Duncan Mackay

Friday’s vote to select Rio de Janeiro as the first South American Olympic host city opened a new chapter for the Movement.
 

But it also marked the end of an era.
 

Ever since Madrid 2016’s candidacy was officially announced a number of us Olympic anoraks had been carrying around an image in our mind’s eye.
 

This was of an old man coming to the podium to address the 121st International Olympic Committee (IOC) Session and begging IOC members assembled there to grant him his dying wish.
 

At around 3.30pm on October 2 in the pleasant Danish capital of Copenhagen, that vision became reality.
 

"I know that I am very near the end of my time," said Juan Antonio Samaranch Torelló, Marqués de Samaranch and the man who, for nearly a generation, was master of all he surveyed in the Olympic Movement. "I am, as you know, 89 years old.
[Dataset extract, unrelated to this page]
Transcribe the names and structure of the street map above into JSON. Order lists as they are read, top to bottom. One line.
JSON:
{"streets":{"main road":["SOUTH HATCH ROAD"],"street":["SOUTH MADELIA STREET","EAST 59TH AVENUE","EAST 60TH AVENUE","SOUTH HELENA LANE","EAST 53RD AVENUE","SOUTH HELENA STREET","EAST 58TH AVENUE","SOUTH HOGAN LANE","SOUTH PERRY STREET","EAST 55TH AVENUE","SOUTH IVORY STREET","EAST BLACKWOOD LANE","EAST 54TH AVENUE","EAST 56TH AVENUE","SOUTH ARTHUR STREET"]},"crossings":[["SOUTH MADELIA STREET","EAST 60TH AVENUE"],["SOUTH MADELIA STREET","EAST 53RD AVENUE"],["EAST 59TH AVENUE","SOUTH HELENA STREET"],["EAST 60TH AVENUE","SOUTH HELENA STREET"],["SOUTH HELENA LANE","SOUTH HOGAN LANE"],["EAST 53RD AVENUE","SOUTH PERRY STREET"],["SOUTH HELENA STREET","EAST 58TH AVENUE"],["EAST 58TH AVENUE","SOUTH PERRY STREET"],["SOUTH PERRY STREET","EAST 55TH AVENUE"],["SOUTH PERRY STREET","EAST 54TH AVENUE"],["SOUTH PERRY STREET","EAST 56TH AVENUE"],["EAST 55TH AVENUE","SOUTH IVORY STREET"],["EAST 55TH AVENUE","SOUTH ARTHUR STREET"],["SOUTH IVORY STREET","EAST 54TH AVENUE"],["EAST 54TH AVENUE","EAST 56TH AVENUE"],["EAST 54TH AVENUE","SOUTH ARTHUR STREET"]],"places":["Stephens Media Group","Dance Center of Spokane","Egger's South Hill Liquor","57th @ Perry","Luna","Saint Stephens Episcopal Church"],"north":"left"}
May I ask you to consider granting my country the honour, and also the duty, to organise the Olympic and Paralympic Games in 2016?"
 

Some three hours later, he got his answer.
 

And while the veneration in which he is still held by many members who know that the Movement would probably not have survived without him, propelled the Spanish capital into the final run-off, it was nowhere near enough.
 

The Samaranch period, which started in 1980 in Moscow with his election as 7th IOC President, was well and truly over.
 

Some will argue that his demise should be dated from 2005, when Madrid lost out to London in its bid to win the 2012 Games, or 2001, when his Presidency ended.
 

But the abiding impression from Singapore, where the vote on 2012 was conducted, was that little Madrid had come astonishingly close to upsetting its four ultra-heavyweight rivals (London, Paris, New York and Moscow).
 

The octogenarian could still manifestly exert a heavy influence on the decisions that mattered.
 

His enduring clout was underlined two years later, when Sochi won the right to stage the 2014 Winter Games in a race in which I am told his influence, though exercised very late in the day, was once again in evidence.
 

Others may say that the family still has its stamp on the Movement in the shape of Samaranch Snr’s son, Juan Antonio Samaranch Jr, an IOC member since 2001.
 

I like Samaranch the younger.
 

An impromptu monologue he delivered in a hotel bar for the benefit of the IOC’s Dick Pound and myself in the final days before the vote, on the process of campaigning, was a truly virtuoso performance.
 

But I cannot, at this point, see him pulling off the trick that, coincidentally, Chicago Mayor Richard Daley has managed: that of following a father with the same name into the same high office.
 

No, the era is over and for that reason I think October 2 - as opposed to October 9, when IOC members are expected to vote on giving him a second term - may also go down as the moment that Jacques Rogge stepped unambiguously out of the shadow and took a firmer grip on this incorrigibly quirky organisation.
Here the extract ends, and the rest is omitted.